** Dataset follows **

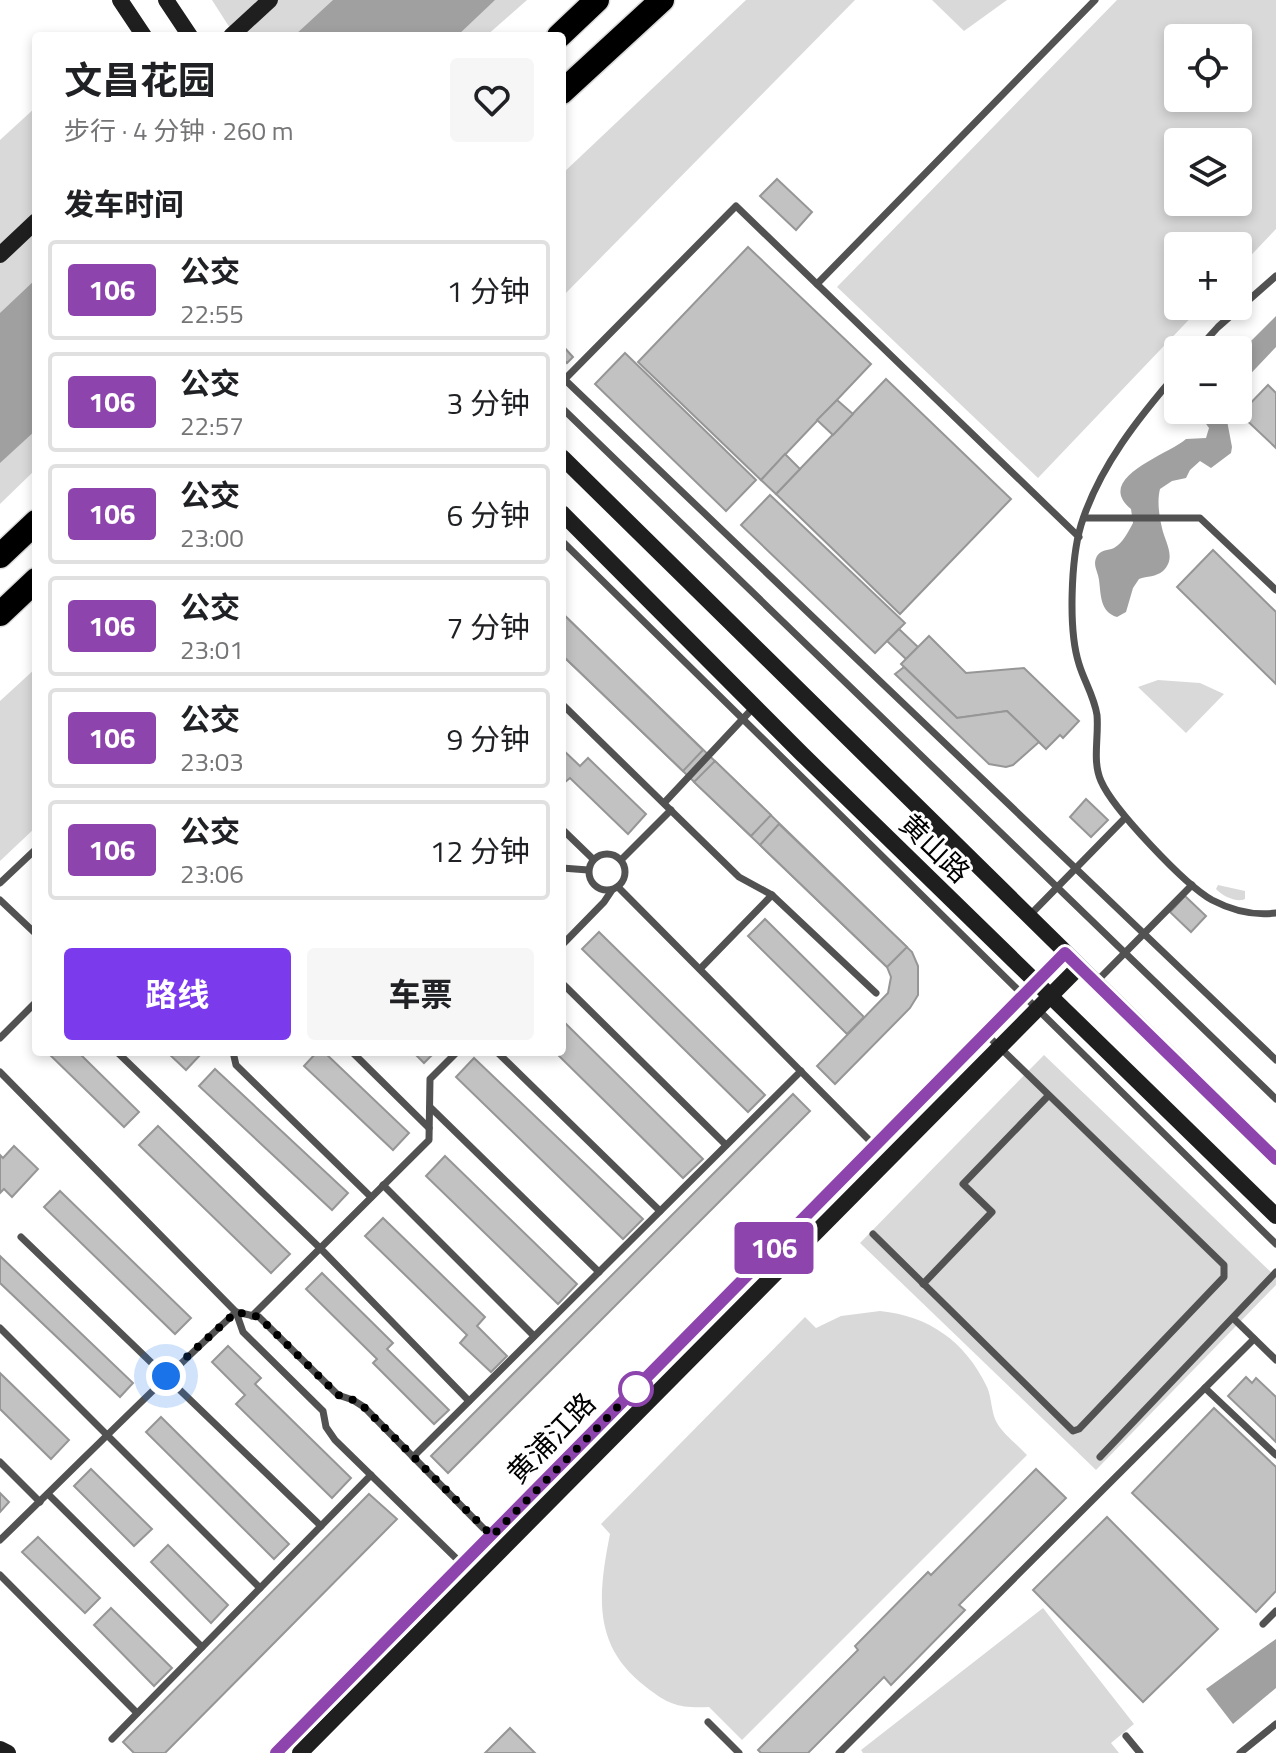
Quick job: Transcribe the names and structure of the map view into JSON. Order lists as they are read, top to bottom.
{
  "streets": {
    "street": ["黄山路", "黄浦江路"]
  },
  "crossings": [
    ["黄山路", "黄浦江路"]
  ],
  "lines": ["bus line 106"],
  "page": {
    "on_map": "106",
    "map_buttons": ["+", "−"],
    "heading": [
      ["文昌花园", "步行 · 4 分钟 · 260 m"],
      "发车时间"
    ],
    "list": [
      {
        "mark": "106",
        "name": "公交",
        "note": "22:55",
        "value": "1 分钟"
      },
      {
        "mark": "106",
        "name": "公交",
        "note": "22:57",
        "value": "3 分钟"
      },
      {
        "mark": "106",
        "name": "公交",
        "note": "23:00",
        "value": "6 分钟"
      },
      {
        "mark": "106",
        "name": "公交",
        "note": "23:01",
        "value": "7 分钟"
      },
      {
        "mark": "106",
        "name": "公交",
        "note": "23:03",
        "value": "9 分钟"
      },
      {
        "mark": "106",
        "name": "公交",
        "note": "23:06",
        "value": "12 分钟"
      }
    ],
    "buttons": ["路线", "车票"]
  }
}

** End of Dataset **

A complete answer reproduces every line of the records in which the word "value" occurs.

▸ **Solution**:
        "value": "1 分钟"
        "value": "3 分钟"
        "value": "6 分钟"
        "value": "7 分钟"
        "value": "9 分钟"
        "value": "12 分钟"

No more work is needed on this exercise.